Bolehkah Solat Sambil Memakai Sandal?

Sandal tidak menjadi penghalang sahnya solat

network /Rahmat Fajar
.
Rep: Rahmat Fajar Red: Partner

Masyarakat sedang solat di jalanan

Sumber: republika

NYANTRI--Terkadang kita menemukan orang yang solat sambil menggunakan sandal atau sepetu, apakah hal itu diperbolehkan dalam solat karena kita tidak tahu apa yang ada di telapak sepatu itu serta tidak terlalu sulit dalam melepas sepatu. Hal ini berkaitan dengan riwayat-riwayat tentang diperbolehkannya memakai sandal atau sepatu. Di samping itu, tidak jarang, sandal atau sepatu menginjak kotoran yang najis sehingga tidak bisa dipakai dalam solat. Sandal atau sepatu tidaklah menjadi sebuah penghalang sahnya solat.

Imam al-Ghazali dalam kitabnya yang berjudul Asrar al-Sholah wa Muhimmatuha, beliau menjelaskan tentang solat dengan menggunakan sandal atau sepatu. Hukum menggunakan sandal dalam solat menurutnya boleh, walaupun mudah sekali untuk melepaskanya. Dibolehkannya menggunakan sandal ini bersandar pada sebuah riwayat Nabi, yang mana beliau pernah menegur seorang yang ikut solat dengan beliau. Pada awalnya Nabi solat dengan menggunakan sandal, namun beliau melepaskannya. Sehingga orang lain di belakangnya ikut melepaskannya.
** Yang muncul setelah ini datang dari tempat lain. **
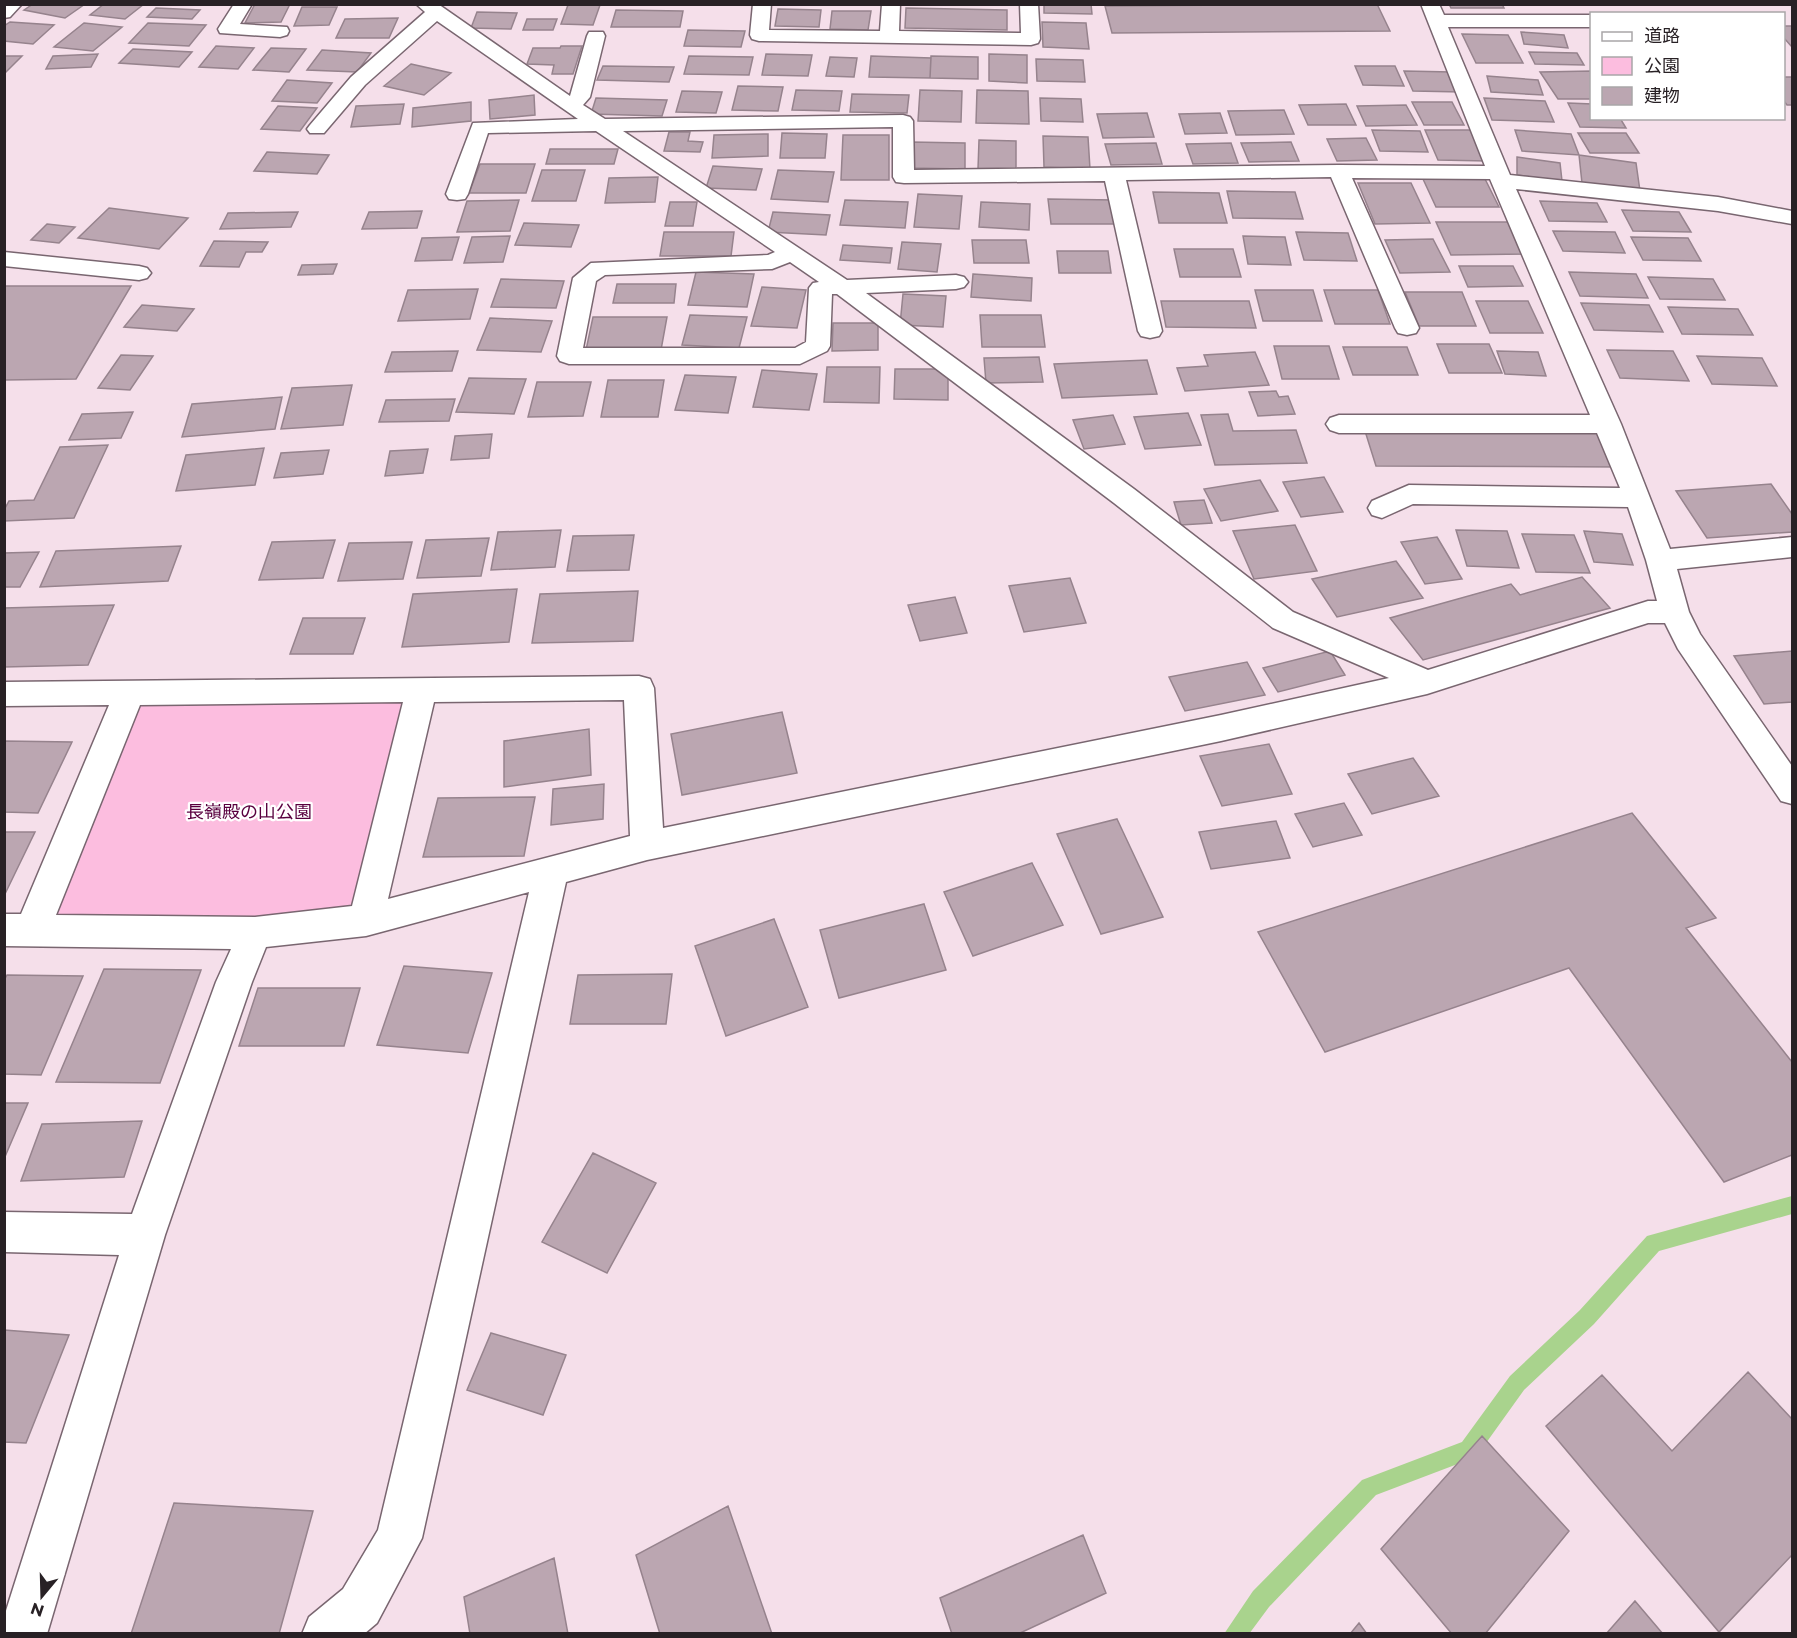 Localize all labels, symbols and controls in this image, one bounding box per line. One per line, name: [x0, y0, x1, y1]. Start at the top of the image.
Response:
legend: [1590, 12, 1785, 120]
text: 道路: [1644, 25, 1680, 47]
text: 公園: [1644, 55, 1680, 77]
text: 建物: [1644, 85, 1680, 107]
park label: 長嶺殿の山公園: [186, 801, 312, 823]
north arrow: [12, 1566, 72, 1626]
text: N: [28, 1599, 46, 1621] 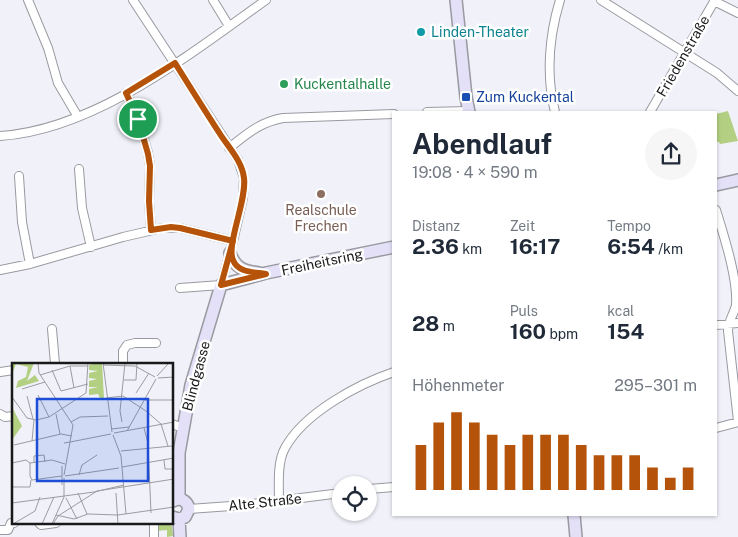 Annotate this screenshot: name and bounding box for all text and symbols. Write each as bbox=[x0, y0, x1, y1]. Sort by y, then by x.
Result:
street label: Friedenstraße bbox=[653, 13, 713, 99]
place label: Linden-Theater bbox=[431, 24, 529, 40]
marker: Linden-Theater bbox=[415, 26, 427, 38]
place label: Kuckentalhalle bbox=[294, 76, 391, 92]
marker: Kuckentalhalle bbox=[278, 78, 290, 90]
place label: Zum Kuckental bbox=[476, 89, 574, 105]
marker: Zum Kuckental bbox=[460, 91, 472, 103]
pin bbox=[117, 98, 159, 140]
icon: arrive bbox=[124, 105, 152, 133]
text: Abendlauf bbox=[412, 127, 552, 160]
button: share bbox=[645, 128, 697, 180]
text: 19:08 · 4 × 590 m bbox=[412, 163, 538, 182]
marker: Realschule Frechen bbox=[315, 188, 327, 200]
place label: Realschule Frechen bbox=[285, 202, 357, 234]
text: Distanz bbox=[412, 218, 460, 234]
text: Zeit bbox=[510, 218, 535, 234]
text: Tempo bbox=[607, 218, 651, 234]
text: 2.36 bbox=[412, 234, 459, 259]
text: 16:17 bbox=[510, 234, 560, 259]
text: 6:54 bbox=[607, 234, 655, 259]
text: km bbox=[459, 241, 482, 257]
text: /km bbox=[655, 241, 683, 257]
street label: Freiheitsring bbox=[280, 245, 365, 278]
text: Puls bbox=[510, 303, 538, 319]
text: kcal bbox=[607, 303, 634, 319]
text: 28 bbox=[412, 311, 439, 336]
text: m bbox=[439, 318, 455, 334]
text: 160 bbox=[510, 319, 546, 344]
text: 154 bbox=[607, 319, 644, 344]
text: bpm bbox=[546, 326, 578, 342]
street label: Blindgasse bbox=[179, 339, 213, 413]
inset map bbox=[12, 363, 174, 524]
text: Höhenmeter bbox=[412, 376, 505, 395]
text: 295–301 m bbox=[614, 376, 697, 395]
map controls bbox=[332, 476, 377, 521]
button: locate bbox=[332, 476, 377, 521]
street label: Alte Straße bbox=[227, 490, 303, 514]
فقال: لم خلعتم نعالكم ؟ قالوا : راينك خلعت فخلعنا. فقال صل الله عليه و سلم : إن جبريل عليه السلام أتاني فأخبرني ان بهما خبثا، فإذا اراد احدكم المسجد فليقلب نعليه ولينظر فيهما فإن رأى خبث فليمسحه بالأرض و ليصل فيهما

Artinya: Setelah solat Nabi berkata “Mengapa kalian melepaskan sandal-sandal kalian?” Mereka menjawab, “kami melihat anda melepaskan dan kami pun mengikuti.” Nabi Muhammad berkata, “Jibril as. Datang dan memeberitahukan bahwa ada najis melekat padanya. Maka jika ada seseorang dari kamu memasuki masjid, hendaknya dia membalikkan sandalnya dan mengeceknya. Jika melihat najis, segera menggosok-gosoknya dengan tanah, lalu bolehlah dia solat dengan mengenakannya.”
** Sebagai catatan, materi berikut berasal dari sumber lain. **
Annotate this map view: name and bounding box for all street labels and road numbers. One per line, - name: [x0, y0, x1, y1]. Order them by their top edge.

Riwayat di atas sangat jelas jika solat memakai sandal itu boleh, bahkan ada yang mengataka lebih afdhal karena secara umum terkadang dalam hati kita masih terikat pada sandal, semisal takut diambil oleh orang lain dan sebagainya. Maka agar hati kita khusyuk lebih baik dipakai. Selain itu, sudah jelas jika Nabi mencopot sandalnya atas dasar terdapat najis yang melekat pada sandal beliau.

Ada dua kesimpulan dalam riwayat hadith di atas, jika Nabi pernah menggunakan sandal sektika solat dan Nabi juga tidak menggunakan sandal ketika solat. Bagaimana dengan kondisi sosial, di mana kebiasaan meraka adalah melepaskan sandal. Walaupun diperbolehkan, akan tetapi kita harus mengenal kode etik dalam masyarakat, selain itu menjaga kebersihan musolla dan masjid. Karena kondisi masjid sekarang dengan dulu itu berbeda. Selain itu menjaga kehati-hatian sandal kita membawa najis ke atas masjid. Maka mayoritas umat islam tidak menggunakan sandal ketika sedang solat.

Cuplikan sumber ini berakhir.